Niu Nana received a proposal about a course to make popular videos. It included three video materials with AI-generated voiceovers that discussed life philosophies and assured that at least one of the videos would receive over ten thousand views if she followed the instructor’s guidance. As expected, Niu Nana finally experienced the thrill of one video surpassing ten thousand views. According to the “instructor,” what followed was a “golden era of traffic” that had to be taken advantage of.
Encouraged, Niu Nana didn’t hesitate to spend 1800 yuan on the course, only to be disappointed that the content was merely a compilation of free official tutorial videos that had been recorded. When she tried to publish videos following the course guidance, they were marked as “non-original” and couldn’t be published. It turned out one material had been sold to many people and already published by others. Niu Nana later discovered that the “instructor’s” account was suspicious and lost contact. Looking back at the once hopeful trending video, despite its thousands of views, it lacked any comments and was in fact manufactured hype made by the fraudsters buying traffic.

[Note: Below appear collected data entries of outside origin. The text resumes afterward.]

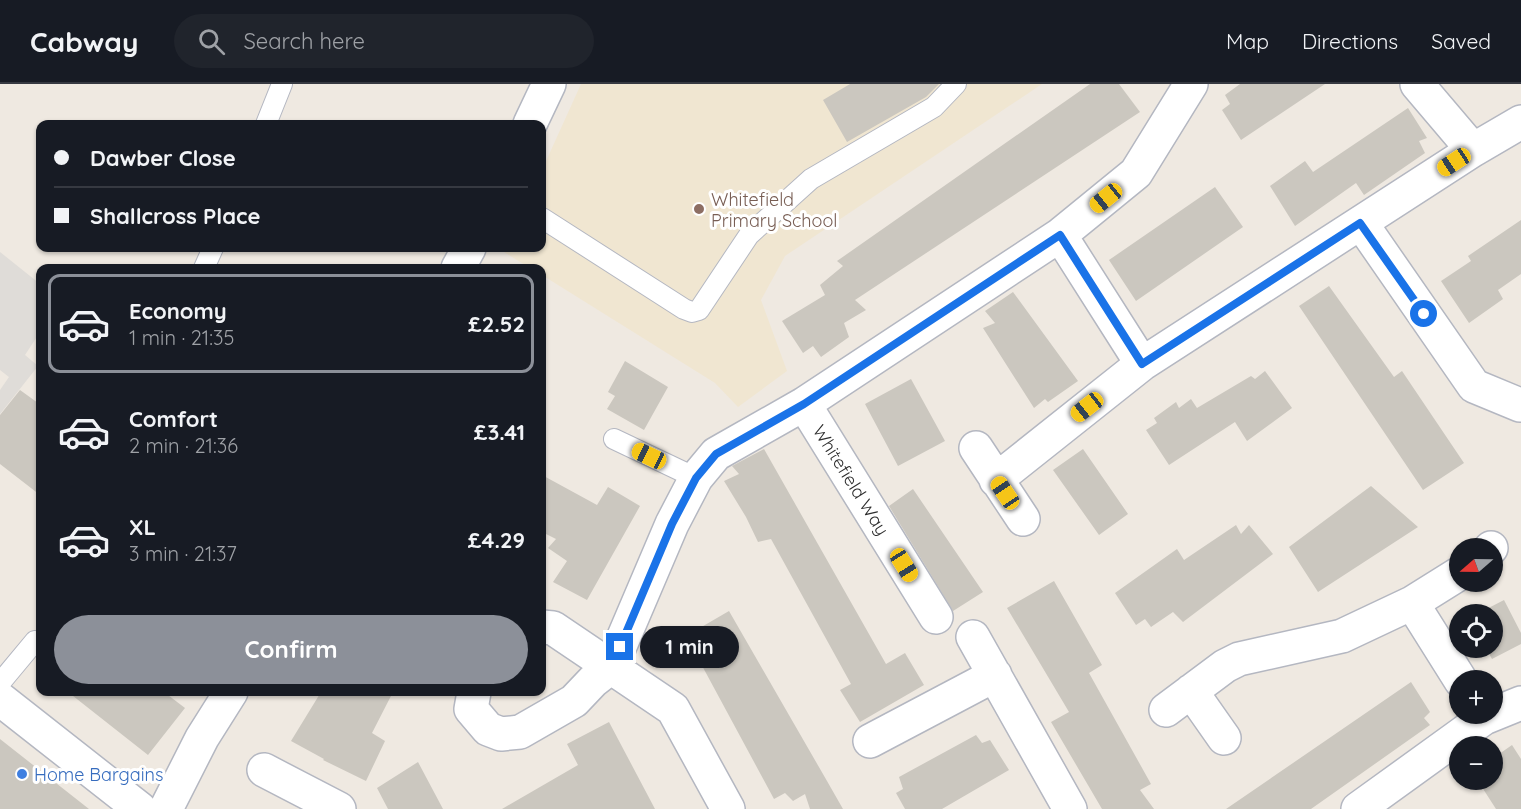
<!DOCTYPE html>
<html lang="en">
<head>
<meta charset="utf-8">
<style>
	body { margin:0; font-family:Quicksand,sans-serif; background:#20242c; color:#f1f3f6; height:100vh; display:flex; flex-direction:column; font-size:22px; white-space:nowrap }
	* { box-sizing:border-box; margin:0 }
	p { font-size:20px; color:#9ea1a6 }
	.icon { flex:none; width:33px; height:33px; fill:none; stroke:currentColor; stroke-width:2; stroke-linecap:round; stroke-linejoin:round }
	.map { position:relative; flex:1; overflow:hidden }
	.details { position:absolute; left:36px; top:180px; width:510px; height:432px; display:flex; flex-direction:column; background:#171b24; border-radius:12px; box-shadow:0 2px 4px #0004 }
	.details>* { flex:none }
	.guide { position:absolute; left:36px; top:36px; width:510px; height:132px; border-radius:12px; box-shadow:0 2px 4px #0004; display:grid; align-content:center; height:132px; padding:0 18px; background:#171b24 }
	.needle { width:39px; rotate:250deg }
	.tools { position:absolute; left:1449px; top:454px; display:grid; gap:12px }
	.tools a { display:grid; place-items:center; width:54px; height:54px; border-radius:50%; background:#171b24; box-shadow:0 2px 4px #0004; font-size:30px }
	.end { position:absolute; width:27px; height:27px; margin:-14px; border:8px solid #1a73e8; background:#fff; box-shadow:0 0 0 3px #fff }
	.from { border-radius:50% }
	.bubble { position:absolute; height:42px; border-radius:21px; background:#171b24; box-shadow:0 2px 4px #0004; font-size:20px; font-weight:700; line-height:42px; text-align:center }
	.car { position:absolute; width:18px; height:36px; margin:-18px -9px; border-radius:8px; box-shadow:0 0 4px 2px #0007; background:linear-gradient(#f5c518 24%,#345 0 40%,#f5c518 0 76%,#345 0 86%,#f5c518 0) }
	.guide b { display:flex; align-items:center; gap:21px; height:57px; font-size:22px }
	.guide b+b { border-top:2px solid #363941 }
	.guide i { width:15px; height:15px; background:#f1f3f6 }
	ul { padding:10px 0 0; list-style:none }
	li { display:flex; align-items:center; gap:18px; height:99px; margin:0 12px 9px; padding:0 6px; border:3px solid transparent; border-radius:12px }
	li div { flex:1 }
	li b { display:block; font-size:22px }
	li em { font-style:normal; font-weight:700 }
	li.current { border-color:#8c9099 }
	li>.icon { width:54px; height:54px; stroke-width:1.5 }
	.action { display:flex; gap:12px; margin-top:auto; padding:12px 18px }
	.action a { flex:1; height:69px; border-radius:36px; background:#8c9099; color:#fff; font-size:24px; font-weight:700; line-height:69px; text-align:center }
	header { display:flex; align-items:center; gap:36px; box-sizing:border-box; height:84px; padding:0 30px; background:#171b24; border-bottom:2px solid #363941 }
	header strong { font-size:28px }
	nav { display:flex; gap:33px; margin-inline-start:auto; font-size:21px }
	.search { width:420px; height:54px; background:#20242c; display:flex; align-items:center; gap:15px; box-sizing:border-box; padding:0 21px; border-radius:33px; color:#9ea1a6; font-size:22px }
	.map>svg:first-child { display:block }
	.education { fill:#f0e6d1 }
	.plaza { fill:#dfdcd8 }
	.building { fill:#cbc7bf }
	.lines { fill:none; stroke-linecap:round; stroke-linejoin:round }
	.lane-casing { stroke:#b4b7c1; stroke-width:22 }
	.street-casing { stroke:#b4b7c1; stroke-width:36 }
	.secondary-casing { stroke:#b4b7c1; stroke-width:36 }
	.lane { stroke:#fff; stroke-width:20 }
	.street { stroke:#fff; stroke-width:33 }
	.secondary { stroke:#fff; stroke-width:33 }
	.route { stroke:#1a73e8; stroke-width:8 }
	.education-dot { fill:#8d6e63; stroke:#fff; stroke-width:2 }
	.shop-dot { fill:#3f7fe0; stroke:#fff; stroke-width:2 }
	.labels { text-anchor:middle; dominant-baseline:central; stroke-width:6; stroke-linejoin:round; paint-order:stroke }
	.education-label { font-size:18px; fill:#785e54; stroke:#fff; text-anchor:start }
	.street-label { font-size:18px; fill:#2e2e2e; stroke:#fff }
	.shop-label { font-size:18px; fill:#366cbe; stroke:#fff; text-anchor:start }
</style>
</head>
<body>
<header>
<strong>Cabway</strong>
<div class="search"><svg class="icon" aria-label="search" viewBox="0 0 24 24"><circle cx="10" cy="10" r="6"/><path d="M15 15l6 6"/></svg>Search here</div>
<nav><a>Map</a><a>Directions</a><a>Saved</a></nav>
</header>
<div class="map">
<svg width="1521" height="725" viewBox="0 0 1521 725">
	<rect width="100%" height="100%" fill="#efe9e1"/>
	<path class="education" d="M581 0H1042L785 172 761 216 787 287 738 323 715 299 542 191V184H530L504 168 506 164H542V86Z"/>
	<path class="plaza" d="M0 168 40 200V248L25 271 38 282 0 330V306L9 293 0 286Z"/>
	<path class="building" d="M850 0H939L926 13 847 58 823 16Z
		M1090 0H1119L1140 28 855 216 866 226 844 239 849 253 821 273 813 262 803 269 782 237 825 211 820 201 843 182 837 177Z
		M1240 0H1325L1241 56 1222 26 1230 20 1225 11Z
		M1408 24 1427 54 1419 57 1425 69 1364 111 1356 99 1295 142 1270 102 1305 77 1313 88Z
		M1215 103 1243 143 1136 217 1109 176Z
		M1521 136V190L1498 206 1503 215 1469 239 1441 197 1471 177 1468 172Z
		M1329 202 1394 293 1402 287 1464 379 1423 406 1299 222Z
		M1013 208 1078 297 1048 318 1045 315 1034 324 983 244 995 239 985 227Z
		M625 277 668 303 644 346 607 325 615 312 608 308Z
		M1265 287 1292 324 1247 357 1235 338 1169 381 1146 346 1157 339 1154 334 1176 318 1179 324 1191 315 1197 324 1251 292 1255 295Z
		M911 295 945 357 898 382 865 320Z
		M20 306 38 319 40 326V411L0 380V331Z
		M764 365 886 580 905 569 924 601 860 638 840 606 851 600 771 455 758 458 746 433 724 397 739 390 732 382Z
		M1083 365 1128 430 1099 451 1053 386Z
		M542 391 597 421 608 403 640 422 587 516 553 498 567 477 548 464 556 455 542 448Z
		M1371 402 1418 443 1318 508 1289 463Z
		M913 405 983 508 953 527 889 422Z
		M1236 441 1241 450 1249 441 1273 470 1183 538 1173 528 1151 543 1145 535 1136 541 1115 509 1177 465 1184 476Z
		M1054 497 1102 581 1089 589 1151 700 1140 706 1154 725H1102L1051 638 1069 628 1007 524Z
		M1504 516 1521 549V560L1492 575 1486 564H1492V531H1475Z
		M729 527 827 697 843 725H810L805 710 793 717 785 709 774 715 686 552Z
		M1411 598 1430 628 1424 634 1430 641 1311 725H1226Z
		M68 608H164L185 624 148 671Z
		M321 608H393L372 649 385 657 366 697 323 676 324 675 291 657Z
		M609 638 655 725H502L578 681 567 660Z
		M976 651 982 659 990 656 1009 686 942 725H905L896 709 903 705 899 693Z
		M0 655 89 725H0Z
		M1512 661 1521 675V725H1496L1478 697 1492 696V675Z
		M418 678 443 725H388L377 704Z"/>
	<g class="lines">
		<defs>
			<path id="lane" d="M266 40 282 0
				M542 134 684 225 692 228 699 226 749 151 811 95 934 23 956 0
				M204 184 213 164
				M614 355 696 394
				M0 599 35 557"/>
			<path id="street" d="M1417 0 1473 66
				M1361 139 1474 302 1520 321
				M1060 151 1142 280
				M804 320 936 533
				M976 364 1023 435
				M996 396 1142 280 1473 66 1521 38
				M1490 465 1491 464
				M1412 519 1461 597
				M542 543 553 544 673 625 728 725
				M973 553 1070 725
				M1191 607 1224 654
				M474 608 471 625 488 645 501 650 520 648 574 617 593 597 611 583 672 440 696 394 716 370 804 320 1060 151 1136 89 1191 0
				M0 615 140 725
				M1166 626 1225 582 1239 575 1342 552 1412 519 1460 489
				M870 657 995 591
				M264 686 339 725
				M1358 725 1484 634 1521 619"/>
			<path id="secondary" d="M530 40 549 0
				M458 184 469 164
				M166 725 202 654 231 608"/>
		</defs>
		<use href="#lane" class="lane-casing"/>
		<use href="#street" class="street-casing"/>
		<use href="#secondary" class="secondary-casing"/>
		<use href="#lane" class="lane"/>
		<use href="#street" class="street"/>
		<use href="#secondary" class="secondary"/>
	</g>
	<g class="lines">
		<path class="route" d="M620 563 672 440 696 394 716 370 804 320 1060 151 1142 280 1360 139 1424 230"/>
	</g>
	<circle class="education-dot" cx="699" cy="125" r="6"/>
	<circle class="shop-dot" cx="22" cy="690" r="6"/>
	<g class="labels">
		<g class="education-label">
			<text x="711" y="115">Whitefield<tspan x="711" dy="21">Primary School</tspan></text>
		</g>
		<g class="street-label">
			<text transform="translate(851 396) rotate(58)">Whitefield Way</text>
		</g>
		<g class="shop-label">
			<text x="34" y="690">Home Bargains</text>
		</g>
	</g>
</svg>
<div class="tools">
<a><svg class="needle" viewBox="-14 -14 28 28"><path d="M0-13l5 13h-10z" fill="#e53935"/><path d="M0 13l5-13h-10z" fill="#9ea1a6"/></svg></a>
<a><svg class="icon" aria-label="locate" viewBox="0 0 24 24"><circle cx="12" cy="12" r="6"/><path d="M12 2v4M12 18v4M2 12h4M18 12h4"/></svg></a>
<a>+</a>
<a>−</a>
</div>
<i class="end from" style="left:1424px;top:230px"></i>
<i class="end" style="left:620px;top:563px"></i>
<div class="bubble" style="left:640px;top:542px;width:99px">1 min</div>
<i class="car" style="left:1454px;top:78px;rotate:237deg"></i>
<i class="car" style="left:1106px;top:114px;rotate:231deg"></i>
<i class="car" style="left:1087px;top:323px;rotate:232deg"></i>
<i class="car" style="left:649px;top:372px;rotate:295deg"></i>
<i class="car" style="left:1005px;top:409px;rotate:326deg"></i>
<i class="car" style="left:904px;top:481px;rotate:148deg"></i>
<div class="guide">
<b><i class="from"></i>Dawber Close</b>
<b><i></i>Shallcross Place</b>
</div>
<section class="details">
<ul>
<li class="current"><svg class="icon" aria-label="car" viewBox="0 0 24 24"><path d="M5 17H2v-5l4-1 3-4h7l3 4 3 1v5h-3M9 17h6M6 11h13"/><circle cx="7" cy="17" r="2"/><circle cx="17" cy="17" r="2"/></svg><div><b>Economy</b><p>1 min · 21:35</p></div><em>£2.52</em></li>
<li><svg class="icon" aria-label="car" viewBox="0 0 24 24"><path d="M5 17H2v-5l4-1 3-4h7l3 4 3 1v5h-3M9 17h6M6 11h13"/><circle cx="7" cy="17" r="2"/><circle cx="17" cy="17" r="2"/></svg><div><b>Comfort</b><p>2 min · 21:36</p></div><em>£3.41</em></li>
<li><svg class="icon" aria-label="car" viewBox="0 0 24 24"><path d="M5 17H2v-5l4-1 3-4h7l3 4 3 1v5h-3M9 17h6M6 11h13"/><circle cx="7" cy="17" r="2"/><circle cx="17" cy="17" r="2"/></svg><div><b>XL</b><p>3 min · 21:37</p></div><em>£4.29</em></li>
</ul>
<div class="action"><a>Confirm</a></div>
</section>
</div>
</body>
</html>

On the internet, Niu Nana also encountered many live streaming courses, which taught how to run e-commerce live streams and how to showcase personal style—like deliberately wearing ratty clothes and jumping around or running down country lanes with chickens and ducks in hand. A male presenter stressed the need for mutual support during live streams: “You will first support me, and I will support you later. If you aren’t willing to give, how can you expect to receive?” Niu Nana started her live stream to discover that the support came from fellow moms seeking mutual following and liking, and their support amounted to: “My money ends up in your pocket, and your money back in mine.” The real profiteers were the leading broadcasters who made money off of the hope and willingness of these mothers to “pay first.”
Niuna Na shared her experiences of being deceived on a social platform, but there are always mothers responding under her post with “please take me along.” These mothers did not truly understand the content of her post and mistakenly thought that it offered new part-time job opportunities.